Then there are what I might call special problems. I wouldn’t attempt them if I’ve got a cold or I’m not on good physical form. I know it’s going to take three days to write and I’ll plan a day and not read email and start and it’s gonna be four hours solid. I’ll do it at home so I know I won’t be interrupted. I just want to do it and get into this complete concentrated state where I can do it. I don’t think pair programming would help there. It would be very disruptive.

Seibel: What’s an example of that kind of problem?

Armstrong: Figuring out bits of a garbage collector—it’s the imperative coding—where you’ve got to remember to mark all those registers. Or doing some lambda lifting in the compiler, which is pretty tough—you relabel all the variables and then you’ve got four or five layers of abstract data types all messing around and frames with different stuff in them and you think, “I’ve got to really understand this, really think deeply about it.” You want to concentrate.

I vary the tasks I do according to mood. Sometimes I’m very uninspired so I think to myself, “Ah, who shall I go and disturb now.” Or I’ll read some emails. Other times I feel, right now I’m going to do some hard coding because I’m in the mood for it. You’ve got to be sort of right to do the coding. So how’s that going to work with two people? One of them is just not in a concentrating mode and wants to read his emails and things.

Seibel: You did do a kind of serial pair programming with Robert Virding, when you passed the code back and forth rewriting it each time.

Armstrong: Yeah. One at a time. I would work on the program, typically two or three weeks, and then I’d say, “Well, I’ve had enough, here you are, Robert.” And he’d take it. Every time we did this, it would come back sort of unrecognizable. He would make a large number of changes and it’d come back to me and I’d make a large number of changes.

Seibel: And they were productive changes?

Armstrong: Oh, absolutely. I was delighted if he found better ways of doing things. We both got on very well. He used to generalize. I remember once I found a variable—I followed it round and round through about 45 routines and then, out it came, at the end, never even used. He just passed this variable in and out of 45 different functions. I said, “What’s that for? You don’t use it.” He said, “I know. Reserved for future expansion.” So I removed that.
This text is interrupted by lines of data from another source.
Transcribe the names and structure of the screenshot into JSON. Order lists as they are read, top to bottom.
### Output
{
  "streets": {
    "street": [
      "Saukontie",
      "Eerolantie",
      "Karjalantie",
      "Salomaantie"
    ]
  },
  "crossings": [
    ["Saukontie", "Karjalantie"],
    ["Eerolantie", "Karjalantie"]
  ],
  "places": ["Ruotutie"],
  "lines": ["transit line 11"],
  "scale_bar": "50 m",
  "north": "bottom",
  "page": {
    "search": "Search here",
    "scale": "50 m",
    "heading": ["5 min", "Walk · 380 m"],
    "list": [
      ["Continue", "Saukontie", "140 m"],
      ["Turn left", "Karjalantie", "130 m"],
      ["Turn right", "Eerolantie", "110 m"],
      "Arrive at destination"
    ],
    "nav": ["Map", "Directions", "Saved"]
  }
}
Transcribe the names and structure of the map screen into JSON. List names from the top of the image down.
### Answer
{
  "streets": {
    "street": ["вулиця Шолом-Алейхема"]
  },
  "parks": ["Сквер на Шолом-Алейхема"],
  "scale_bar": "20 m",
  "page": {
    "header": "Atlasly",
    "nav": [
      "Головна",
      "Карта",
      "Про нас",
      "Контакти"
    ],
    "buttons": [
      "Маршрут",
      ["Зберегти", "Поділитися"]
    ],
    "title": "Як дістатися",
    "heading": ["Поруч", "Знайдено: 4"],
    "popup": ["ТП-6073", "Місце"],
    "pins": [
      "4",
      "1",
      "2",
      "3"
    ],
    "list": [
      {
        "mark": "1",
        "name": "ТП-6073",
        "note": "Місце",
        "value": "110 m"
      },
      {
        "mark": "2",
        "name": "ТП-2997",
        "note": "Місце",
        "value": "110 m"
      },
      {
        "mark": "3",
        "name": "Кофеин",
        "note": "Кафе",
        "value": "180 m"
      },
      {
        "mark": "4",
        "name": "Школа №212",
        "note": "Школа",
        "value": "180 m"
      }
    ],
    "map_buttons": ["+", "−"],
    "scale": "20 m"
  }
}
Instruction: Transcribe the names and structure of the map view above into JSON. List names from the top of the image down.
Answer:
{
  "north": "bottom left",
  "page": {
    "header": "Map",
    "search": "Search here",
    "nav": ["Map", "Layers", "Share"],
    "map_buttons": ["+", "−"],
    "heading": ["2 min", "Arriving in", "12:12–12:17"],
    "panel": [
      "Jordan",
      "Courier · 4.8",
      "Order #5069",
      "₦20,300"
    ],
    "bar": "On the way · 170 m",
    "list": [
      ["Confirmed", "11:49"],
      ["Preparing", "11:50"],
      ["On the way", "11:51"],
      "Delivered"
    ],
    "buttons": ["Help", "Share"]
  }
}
I would write a specific algorithm removing all things that were not necessary for this program. Whenever I got the program, it became shorter as it became more specific. And whenever Robert took my program it became longer, adding generality. I believe this Unix philosophy—a program should do what it’s supposed to do and nothing else. And Robert’s philosophy is it should be a general program and then the program itself should be a specific case of the general program. So he would add generality and then specialize it.

Seibel: That seems like a pretty deep philosophical divide. Was there any benefit to having the program go through those two extremes?

Armstrong: Oh yes. Every cycle it improved. I think it was a lot better because of that. And probably better than either of us could have done on our own.

Seibel: Can you talk about how you design software? Maybe take example of something like OTP.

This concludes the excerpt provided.